The draft of the proposed European Union constitution in 2003 included this quote, from ancient Greek historian Thucydides: ''Our constitution ... is called a democracy because power is in the hands not of a minority but of the greatest number.''
That quote didn't make the final version of the constitution (which was rejected in 2005). A good thing too. It would have been cruelly ironic. The European Union is the exact opposite of Thucydides' ideal.
Modern Europe shows just what happens when societies grant extraordinary power to elites and technocratic experts. Europe's slow-burn sovereign debt crisis is exposing a massive chasm between the elite who run the European Union's political and economic institutions, and the European citizens who have to live with their decisions.
Last weekend, citizens of Cyprus learnt all their bank accounts were going to be subject to a one-time tax of at least 6.7 per cent in return for an economic bailout.
The deal was presented as a fait accompli, negotiated between a new Cyprus president (he'd only been in the job a few weeks) and a bevy of banking officials and European bureaucrats. Approval by the Cypriot Parliament was to be a mere formality. It had all been decided.
But the bailout deal fell apart last week in the face of a massive popular backlash. People in Cyprus are like people all over the world. They don't like it when the government steals their money without warning. One of the chants heard outside the Parliament was: ''They're drinking our blood.''
It has long been understood that the European Union has a democratic deficit. But that deficit is cripplingly obvious now that the continent is deep in economic crisis.
Indeed, much of the original idea for the European Union itself was fundamentally anti-democratic. After World War II, European statesmen worried that voters were too easily manipulated.
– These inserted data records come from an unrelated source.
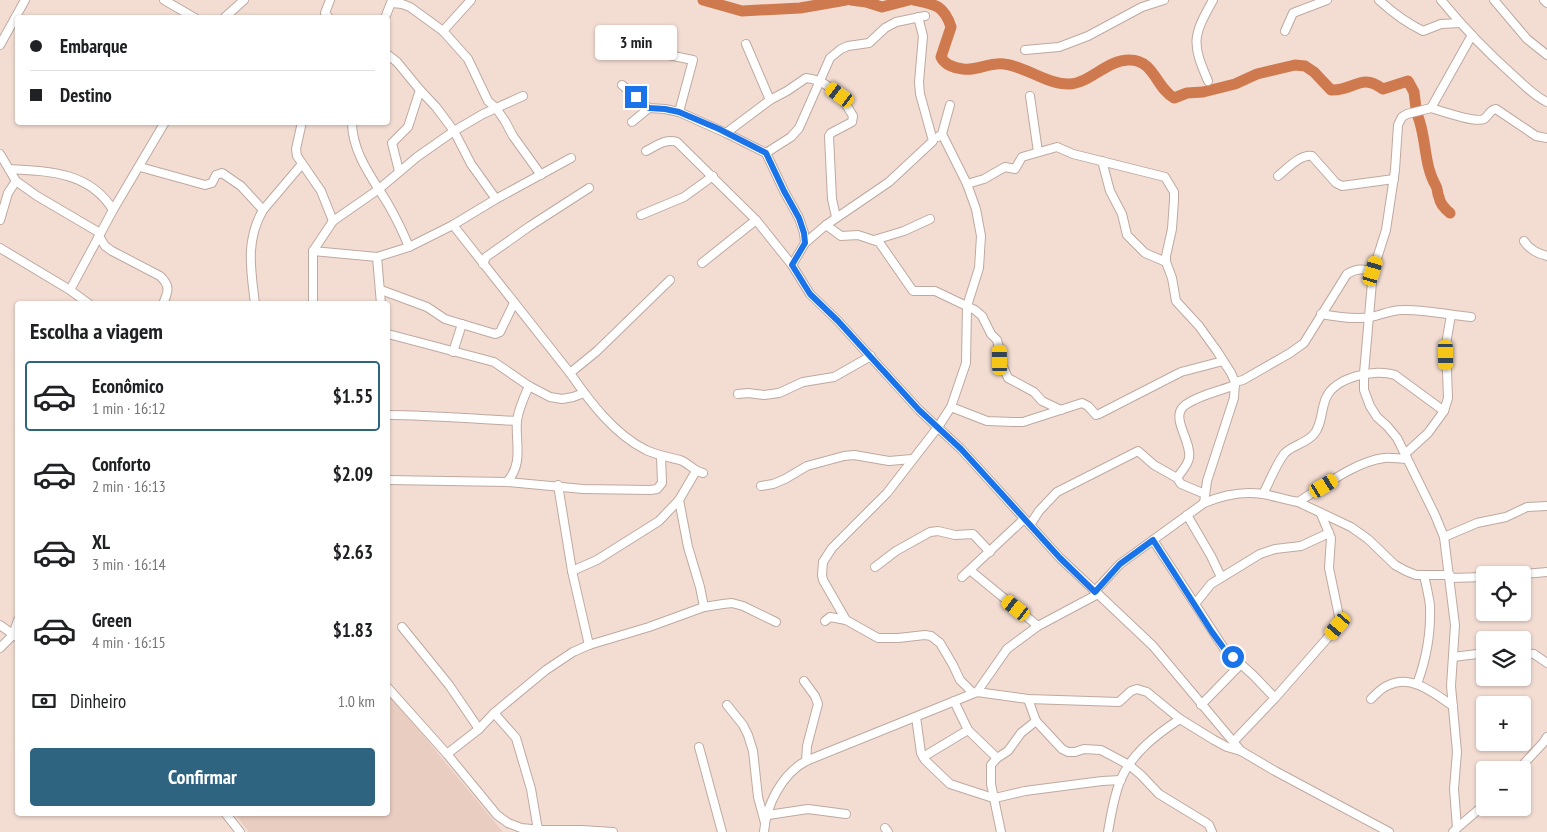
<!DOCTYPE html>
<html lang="pt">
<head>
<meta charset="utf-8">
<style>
	body { margin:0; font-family:"PT Sans Narrow",sans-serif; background:#f6f6f6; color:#202124; height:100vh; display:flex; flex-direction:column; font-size:19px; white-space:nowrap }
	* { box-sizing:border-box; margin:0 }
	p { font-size:16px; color:#757577 }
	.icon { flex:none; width:28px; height:28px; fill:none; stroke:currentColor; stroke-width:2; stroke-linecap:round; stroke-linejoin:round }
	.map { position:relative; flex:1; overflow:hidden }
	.sheet { position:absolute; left:15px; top:301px; width:375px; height:515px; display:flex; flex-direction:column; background:#fff; border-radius:5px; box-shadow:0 1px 4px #0004 }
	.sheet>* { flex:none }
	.banner { position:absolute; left:15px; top:15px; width:375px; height:110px; border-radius:5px; box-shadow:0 1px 4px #0004; display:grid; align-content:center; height:110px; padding:0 15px; background:#fff }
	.controls { position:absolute; left:1476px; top:566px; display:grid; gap:10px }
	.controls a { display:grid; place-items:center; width:55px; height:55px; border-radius:5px; background:#fff; box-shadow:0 1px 4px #0004; font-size:25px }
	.end { position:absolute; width:22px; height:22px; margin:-11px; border:6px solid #1a73e8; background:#fff; box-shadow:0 0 0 2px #fff }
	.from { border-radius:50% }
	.bubble { position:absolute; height:35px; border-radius:5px; background:#fff; box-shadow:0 1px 4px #0004; font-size:16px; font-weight:800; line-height:35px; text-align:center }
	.car { position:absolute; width:15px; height:30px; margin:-15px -8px; border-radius:6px; box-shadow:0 0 4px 1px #0007; background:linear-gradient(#f5c518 24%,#345 0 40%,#f5c518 0 76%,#345 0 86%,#f5c518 0) }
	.banner b { display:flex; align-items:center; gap:18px; height:48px; font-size:19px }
	.banner b+b { border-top:1px solid #e0e0e0 }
	.banner i { width:12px; height:12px; background:#202124 }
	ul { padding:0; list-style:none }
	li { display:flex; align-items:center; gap:15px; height:70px; margin:0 10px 8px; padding:0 5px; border:2px solid transparent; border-radius:5px }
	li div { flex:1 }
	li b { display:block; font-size:19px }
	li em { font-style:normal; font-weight:800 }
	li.on { border-color:#2f6480 }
	li>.icon { width:45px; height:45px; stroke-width:1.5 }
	h2 { padding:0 15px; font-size:22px; line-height:60px }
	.pay { display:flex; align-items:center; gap:12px; height:55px; padding:0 15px; font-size:19px }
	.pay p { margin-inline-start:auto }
	.cta { display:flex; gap:10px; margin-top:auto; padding:10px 15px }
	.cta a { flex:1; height:58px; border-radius:5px; background:#2f6480; color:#fff; font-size:20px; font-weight:800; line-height:58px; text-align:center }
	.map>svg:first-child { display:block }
</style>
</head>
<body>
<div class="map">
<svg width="1547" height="832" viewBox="0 0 1547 832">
	<rect width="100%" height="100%" fill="#f3ddd3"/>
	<!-- built -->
	<path fill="#eacdc1" d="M388 693 503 832H249L235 814H388Z"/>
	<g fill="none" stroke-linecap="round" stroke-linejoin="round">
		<!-- river -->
		<g stroke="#cf794e" stroke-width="11">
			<path d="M703 0 742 11 800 8 846 0"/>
			<path d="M851 0 866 2 882 7 909 0"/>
			<path d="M914 0C934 4 944 5 951 27L941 57C945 65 954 68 963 69 977 71 989 62 1004 64 1025 66 1047 85 1070 84 1090 83 1108 59 1130 60 1154 60 1156 88 1174 98L1187 93 1203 92 1235 84 1257 74 1295 65 1305 66 1314 72 1331 90C1355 91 1360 72 1383 89L1408 81 1414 92 1416 108"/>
			<path d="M1417 114C1427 137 1423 164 1436 186 1438 189 1437 194 1439 197 1440 204 1445 209 1450 213"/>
		</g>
		<defs>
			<g id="minor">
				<path d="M164 0 195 18"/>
				<path d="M1379 0C1393 13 1407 23 1423 31L1441 24 1460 23"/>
				<path d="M1441 0C1463 27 1487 52 1514 76 1524 85 1534 96 1547 102"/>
				<path d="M1494 0 1527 39 1547 55"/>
				<path d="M1544 0 1547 3"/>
				<path d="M392 3 402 4 410 7 443 31 468 59 488 101 496 108 505 121 513 136 541 175"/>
				<path d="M224 18 244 0"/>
				<path d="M329 18 325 13 330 0"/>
				<path d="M385 18 392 0"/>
				<path d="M443 31 471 0"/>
				<path d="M1285 31 1293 13 1327 0"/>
				<path d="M632 33 637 49 641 53H659L693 60 679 112"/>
				<path d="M746 44 770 100"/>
				<path d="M0 45 25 0"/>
				<path d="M1025 50 1059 47 1088 36 1142 7 1164 0"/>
				<path d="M388 55 397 62 420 90 436 107 454 131 471 164 496 199"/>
				<path d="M1208 81C1191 42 1193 36 1213 0"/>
				<path d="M622 85 649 108 665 109 679 112 726 133 766 153 784 191 799 218 804 233 805 243 792 265 810 294 838 321 919 410 961 449 1060 558 1153 646 1241 751"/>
				<path d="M1030 96 1038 152"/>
				<path d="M1431 108C1441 111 1475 123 1484 119 1489 116 1489 110 1496 109L1536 136 1547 138"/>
				<path d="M302 122 296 149 297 156 321 191 333 221"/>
				<path d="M352 122C352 153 373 179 388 204 396 218 403 232 409 247"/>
				<path d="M632 122 649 108"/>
				<path d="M726 133 770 100 787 91 806 78C828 80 843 98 853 116L852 122 831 133 829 136 832 199 836 217"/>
				<path d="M938 137 942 134 950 105"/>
				<path d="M646 151C656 146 666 138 677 142L756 220 792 265"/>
				<path d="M766 153 791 137 799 128 830 58 841 49 848 46 869 43 885 28 896 22 925 16"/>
				<path d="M0 154 16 181 37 196 100 233"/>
				<path d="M1102 161 1110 191 1122 214 1127 235 1145 253 1166 262"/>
				<path d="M140 167 205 185 212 183 216 175 222 173 241 186 263 210"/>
				<path d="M9 169C49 171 90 172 113 210"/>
				<path d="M399 171 392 143 408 127 420 90"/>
				<path d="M1278 176C1287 169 1300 154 1312 156L1336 183 1342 186 1394 179"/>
				<path d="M967 184 984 179 1005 167 1015 169 1022 157 1057 147 1073 154 1165 177 1174 192V200L1172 229 1166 256V262L1172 278 1176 301 1199 326 1217 351 1231 373 1235 382 1234 398 1207 481 1204 503"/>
				<path d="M641 215 684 197 713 176"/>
				<path d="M0 220 8 193 16 181"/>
				<path d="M453 225 570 373C590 402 614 434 646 450 657 455 668 457 680 460 689 463 693 471 703 473"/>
				<path d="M826 225 841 236 858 235 879 242 913 291H935L975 310 982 316 991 334 997 340 999 348 1000 360 1008 378 1034 392 1042 401 1061 410"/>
				<path d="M99 236 105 246 112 251 160 276C171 286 168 292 163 304"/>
				<path d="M874 240 904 231 930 219"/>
				<path d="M1524 241C1530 250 1537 253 1547 256"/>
				<path d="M805 243 826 225 889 182 933 141 920 94 919 82 923 36 918 17"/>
				<path d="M0 248 70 290 89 304"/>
				<path d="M313 251 377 257 409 247 453 225 496 199 571 158"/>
				<path d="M377 257 381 304"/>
				<path d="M702 263 756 220"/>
				<path d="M483 264 486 257 530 226 589 188"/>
				<path d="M70 290 113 210 165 122"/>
				<path d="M381 290 427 307 445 319 495 334 500 332 514 303"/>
				<path d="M255 304C251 270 245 241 263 210L302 164"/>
				<path d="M313 304V251L333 221 379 189 417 157 454 131 483 114 523 96"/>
				<path d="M1321 314C1337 317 1355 320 1371 317 1381 315 1391 310 1402 310 1425 309 1448 315 1471 317"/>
				<path d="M388 334 494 362 529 386 550 397 562 399 573 397 584 393"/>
				<path d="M453 352 462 324"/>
				<path d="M570 373 597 351 670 280"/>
				<path d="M1235 382 1243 380 1290 353 1304 343 1347 274C1357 268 1363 269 1373 271"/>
				<path d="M738 394 748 393 764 395 779 393 803 382 834 377 871 356"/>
				<path d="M951 407 987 421 1013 422H1023L1082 403 1088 406 1096 415 1099 414 1181 372 1223 361"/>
				<path d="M388 415C431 415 474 419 517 421"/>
				<path d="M1405 454 1428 433 1444 411 1448 398 1446 344 1451 315"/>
				<path d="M1177 478C1181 472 1188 465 1189 458 1192 441 1170 418 1184 406 1196 396 1220 391 1235 385"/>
				<path d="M388 480 507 482 583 489 650 490 657 489 662 483 661 456"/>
				<path d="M507 482C524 463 515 442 517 420 519 408 524 397 529 386"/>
				<path d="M558 485 572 571 589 645"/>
				<path d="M761 486 773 484 785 479 807 466 844 456 854 455 889 461 912 459"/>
				<path d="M1263 494C1269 483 1277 462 1285 453 1293 445 1307 443 1314 434 1322 425 1321 409 1326 398 1335 377 1376 368 1395 375L1444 411"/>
				<path d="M679 500 688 547 700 587 704 607"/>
				<path d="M1298 502 1351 527 1368 539 1395 565 1406 571 1416 575H1450"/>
				<path d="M1187 515 1211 556 1221 577"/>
				<path d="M1030 525 1039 511 1057 492 1138 451 1154 465 1177 478 1181 484 1205 494"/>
				<path d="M1444 537 1477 523 1506 517 1527 507 1547 506"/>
				<path d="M1153 540 1225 650 1253 675 1275 698"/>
				<path d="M875 567 896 551 930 532 938 531 955 535 973 534 990 552"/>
				<path d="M572 571 597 560 659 521 679 500 696 471"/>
				<path d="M971 571 1038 626"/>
				<path d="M1511 575 1547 572"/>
				<path d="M962 577 1024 519"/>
				<path d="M1450 578 1485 577"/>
				<path d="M1095 591 1120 564 1204 503C1223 495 1243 491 1263 494 1274 496 1286 500 1298 502 1323 487 1354 462 1384 458 1391 457 1399 459 1407 459"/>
				<path d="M1195 604 1211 584 1260 554 1275 549 1301 546 1329 533"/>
				<path d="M846 620 823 580 822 575 823 562 832 548 887 493 938 427 951 407 966 363 967 306 979 268 981 236 976 209 967 184 942 134"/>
				<path d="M825 621 830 617 846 620 878 638H898L925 635 931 636 940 643 953 665 960 680 973 693"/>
				<path d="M0 625 18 638"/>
				<path d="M402 627 449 685 479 729"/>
				<path d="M0 648 13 635 18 620"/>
				<path d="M1522 653 1534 654 1547 663"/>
				<path d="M1453 657 1485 653"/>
				<path d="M804 681 815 696 818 704 807 746 806 761"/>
				<path d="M1417 684C1426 660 1431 633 1430 606 1429 596 1426 585 1424 575"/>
				<path d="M388 688 447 754 497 815 508 823 521 828 542 830H582L613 832"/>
				<path d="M977 692 1007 649 1038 626 1098 594"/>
				<path d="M1028 699 1036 721 1062 749 1068 752H1075L1084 749 1101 750 1129 765 1141 775 1159 794 1205 822 1209 825 1212 832"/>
				<path d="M1371 699C1376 694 1382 687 1389 685 1412 674 1435 694 1453 706"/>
				<path d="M954 701 968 730 997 758"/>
				<path d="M727 705 743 725 748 735 753 751 758 797 765 823"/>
				<path d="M1201 705 1241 664"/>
				<path d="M494 713 516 738 531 789 538 830"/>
				<path d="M916 717 921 753 925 760 950 784 990 797 995 798 1025 791 1102 781 1121 780"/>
				<path d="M1234 741 1275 698 1338 626 1340 621 1329 568 1331 538 1321 514"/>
				<path d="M699 747 722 832"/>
				<path d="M447 754 479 729 494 713 546 670 573 652 589 645 649 627 704 607 723 604 732 603 743 606 776 622"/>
				<path d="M923 757 968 730"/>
				<path d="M1518 770 1543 743 1547 737"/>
				<path d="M226 814 240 832"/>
				<path d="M768 815 808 809 846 814"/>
				<path d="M885 828 888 832"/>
				<path d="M1457 828 1485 804"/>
				<path d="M764 832C766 805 782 774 806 761L977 692 1028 699 1119 702 1131 691 1137 689 1147 692 1180 719 1214 740 1227 747 1241 751 1275 771 1389 832"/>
				<path d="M1001 832 991 784V765L997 758 1008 751 1021 733 1036 721"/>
				<path d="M1108 832C1111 815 1114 795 1121 779 1132 753 1157 734 1180 719"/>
				<path d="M1453 832 1457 828 1454 789 1457 752 1451 686 1455 625 1444 537 1435 515 1397 438 1387 426 1377 417 1370 406 1364 390V373L1373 271 1386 230 1395 170 1398 125 1402 117 1407 114 1431 108 1472 35"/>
			</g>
		</defs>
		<!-- minor casing -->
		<use href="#minor" stroke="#bea9a0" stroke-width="10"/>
		<!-- minor -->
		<use href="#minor" stroke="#fff" stroke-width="8"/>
	</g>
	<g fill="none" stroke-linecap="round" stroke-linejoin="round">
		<!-- route -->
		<path stroke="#1a73e8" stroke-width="6" d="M636 97 649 108 665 109 679 112 719 129 766 153 784 191 799 218 804 233 805 243 792 265 810 294 838 321 919 410 961 449 1060 558 1095 592 1120 564 1153 540 1212 632 1225 650 1233 657"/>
	</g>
</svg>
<div class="controls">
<a><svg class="icon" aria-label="locate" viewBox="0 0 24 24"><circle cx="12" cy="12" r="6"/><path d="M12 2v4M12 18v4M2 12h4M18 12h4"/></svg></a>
<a><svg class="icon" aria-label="layers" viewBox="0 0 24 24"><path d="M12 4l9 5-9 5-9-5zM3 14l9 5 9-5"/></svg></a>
<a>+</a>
<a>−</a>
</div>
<i class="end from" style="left:1233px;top:657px"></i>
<i class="end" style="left:636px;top:97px"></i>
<div class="bubble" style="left:595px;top:25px;width:82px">3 min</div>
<i class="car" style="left:840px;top:95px;rotate:306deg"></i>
<i class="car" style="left:1373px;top:271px;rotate:17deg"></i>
<i class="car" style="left:1446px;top:355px;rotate:179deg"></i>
<i class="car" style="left:1000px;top:360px;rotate:359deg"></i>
<i class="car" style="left:1324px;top:486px;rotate:59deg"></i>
<i class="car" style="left:1016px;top:608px;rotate:308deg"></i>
<i class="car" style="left:1338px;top:626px;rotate:220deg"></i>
<div class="banner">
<b><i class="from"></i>Embarque</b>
<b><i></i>Destino</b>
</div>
<section class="sheet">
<h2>Escolha a viagem</h2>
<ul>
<li class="on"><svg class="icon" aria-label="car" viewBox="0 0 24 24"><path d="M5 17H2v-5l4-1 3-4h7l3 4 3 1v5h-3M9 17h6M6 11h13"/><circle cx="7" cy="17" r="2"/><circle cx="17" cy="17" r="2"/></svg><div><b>Econômico</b><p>1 min · 16:12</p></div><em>$1.55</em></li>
<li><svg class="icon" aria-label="car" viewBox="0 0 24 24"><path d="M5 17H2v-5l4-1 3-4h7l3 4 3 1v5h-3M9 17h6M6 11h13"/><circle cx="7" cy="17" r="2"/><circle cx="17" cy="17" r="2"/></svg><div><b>Conforto</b><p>2 min · 16:13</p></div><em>$2.09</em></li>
<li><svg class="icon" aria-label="car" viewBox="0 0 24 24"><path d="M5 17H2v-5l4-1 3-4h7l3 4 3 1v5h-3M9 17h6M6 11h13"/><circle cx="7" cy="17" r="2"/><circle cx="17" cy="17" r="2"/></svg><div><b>XL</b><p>3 min · 16:14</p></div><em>$2.63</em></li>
<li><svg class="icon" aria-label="car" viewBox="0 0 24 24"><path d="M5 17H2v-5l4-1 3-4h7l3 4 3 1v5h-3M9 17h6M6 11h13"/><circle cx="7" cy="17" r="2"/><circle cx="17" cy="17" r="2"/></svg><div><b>Green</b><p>4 min · 16:15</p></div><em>$1.83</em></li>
</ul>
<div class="pay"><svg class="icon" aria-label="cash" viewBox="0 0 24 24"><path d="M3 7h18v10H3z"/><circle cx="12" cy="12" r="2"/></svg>Dinheiro<p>1.0 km</p></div>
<div class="cta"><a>Confirmar</a></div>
</section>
</div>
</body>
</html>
This was a reasonable feeling at the time; Adolf Hitler did very well at the ballot box.
So the structure of European governance was explicitly designed to be full of unelected positions, as far removed from actual voters as possible. But operating out of sterile tower blocks in Brussels, Eurocrats have developed an active disdain for democracy.
As the president of the European Commission, Jose Manuel Barroso, has said: ''Decisions taken by the most democratic institutions in the world are very often wrong.''
Of course, nobody has suggested otherwise — but so what? The choice isn't between making the right decisions or wrong decisions. It's whether the citizens run the government or a cadre of elites do.
Anyway, the most tragic mistake made by Europe in recent decades wasn't a national one. It was the euro currency — narrowly pushed through a series of referendums in 1992.
The euro has trapped 17 countries together in a spiral of doom. Some will survive the landing. Rich and prosperous states such as Germany will be fine. Others, such as Cyprus, Italy and Greece, have learnt that by joining the eurozone they've handed over their sovereignty to Brussels and their economic policy to Frankfurt.
And when the global financial crisis hit, these latter countries discovered that European authorities held extraordinary power over them.
In 2011, Greek prime minister George Papandreou proposed a referendum on a bailout package his country had been offered. He was quickly forced to step down and replaced by a former president of the European Central Bank; in other words, a European bureaucrat from central casting. According to British politician Daniel Hannan, this was nothing less than a coup d'etat. Recall that Greece is the cradle of democracy.
Of course, it was always obviously absurd that such economically disparate countries would be able to share a currency. The euro was condemned from left to right. Both Milton Friedman and Paul Krugman were vehemently opposed. But whether it would work wasn't the point. There has always been a belief in Brussels that European integration is the most important political goal imaginable. European integration is an ideological project pretending to be an inevitability. Few can be more ideological than technocrats.
You can understand why people think handing power over to experts and political elites sounds appealing. We tend to talk about public policy as if it is merely a question of matching a problem to its best solution — the only challenge is finding that solution.
You hear such sentiments in the business community all the time. If only we could get politicians out of the way and just get things done.
That's the theory behind all these supposedly independent government agencies we have in Australia.
But if you want to see what happens when you hand too much political power to experts, have a look at Europe. It's not pretty.